Heterogeneous hypergraph neural networks are powerful tools to capture complex correlations among various nodes in Heterogeneous Information Networks (HINs). Despite satisfied performances of them, they are still plagued by the following problems: 1) They cannot capture the correlations in structural and semantic view at once, leading to topological information loss. 2) Due to the number of nodes being greater than the number of node types, node-level self-attention they used causes massive parameters and leads to high time consumption. 3) Interactions in meta-paths may be redundant, resulting in the correlations bias. To address the three issues, we propose an efficient Multi-View Heterogeneous Hypergraph Convolutional Network (MVH $^{2}$ GCN).

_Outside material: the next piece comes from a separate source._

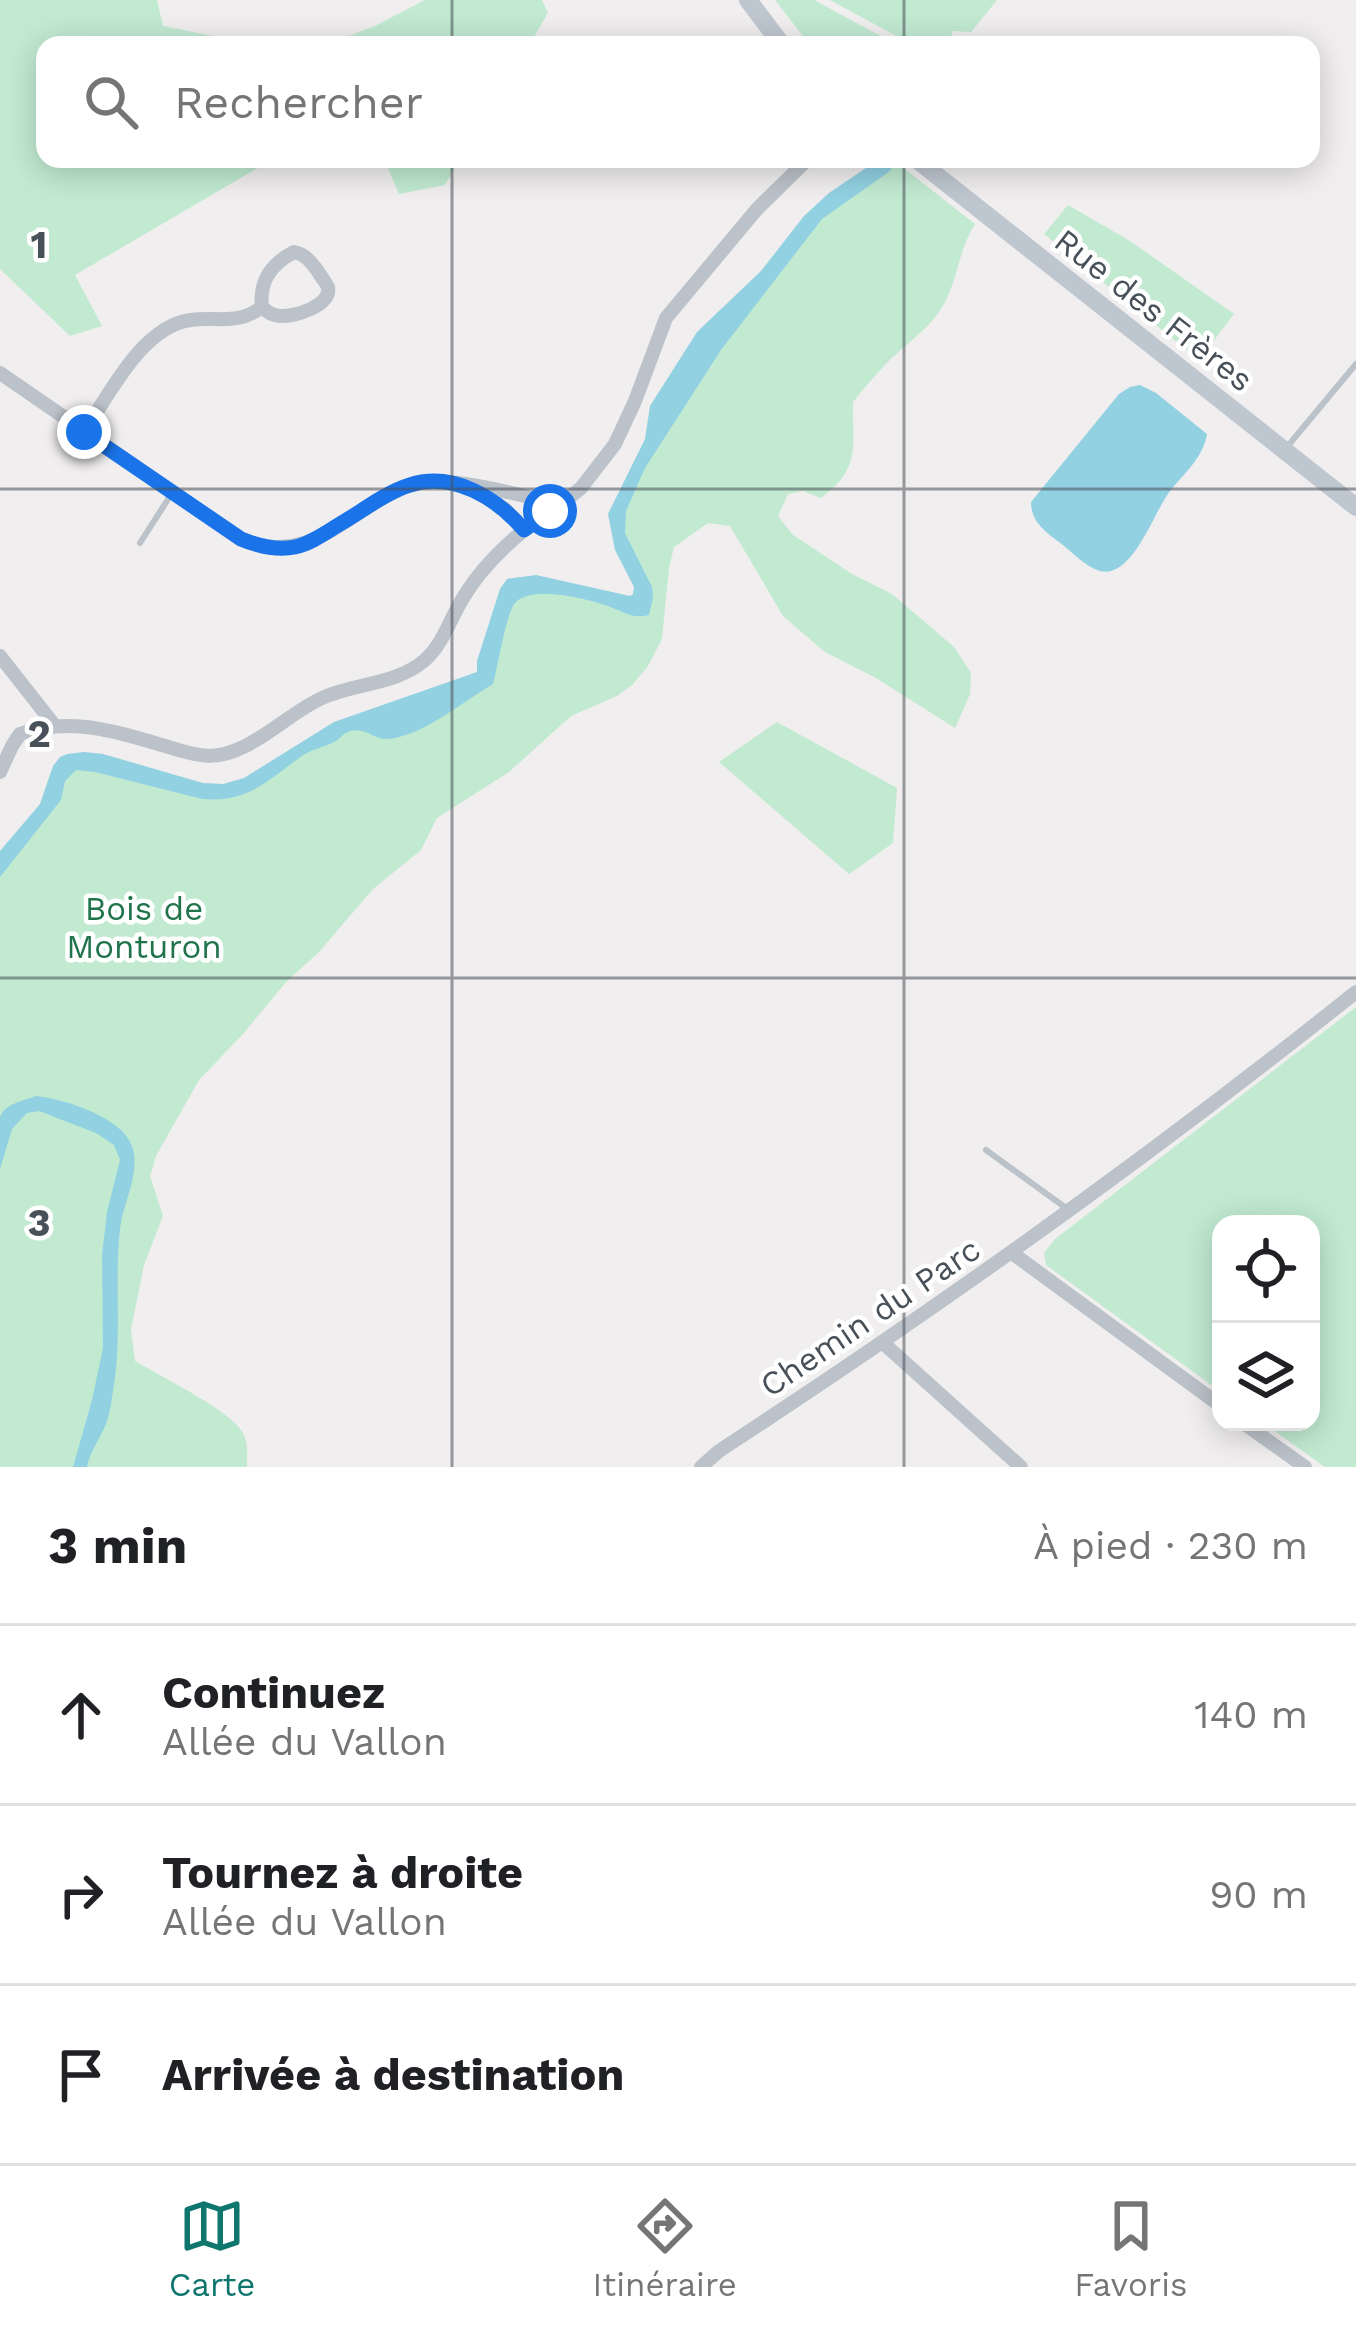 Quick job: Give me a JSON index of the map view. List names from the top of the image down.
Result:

It first constructs relational and semantic hypergraphs based on different types of edges and meta-paths respectively, to represent the complex correlations in structural view and semantic view. Meanwhile, the clean semantic hypergraphs are generated by structure learning network to avoid redundancy. Then, an efficient hypergraph convolutional network is designed to learn node embeddings. By doing so, correlations in the two views are captured. Finally, the learned node embeddings from two views are aggregated via a gated embedding fusion module for downstream tasks. Experiment results demonstrate that MVH $^{2}$ GCN is effective and efficient.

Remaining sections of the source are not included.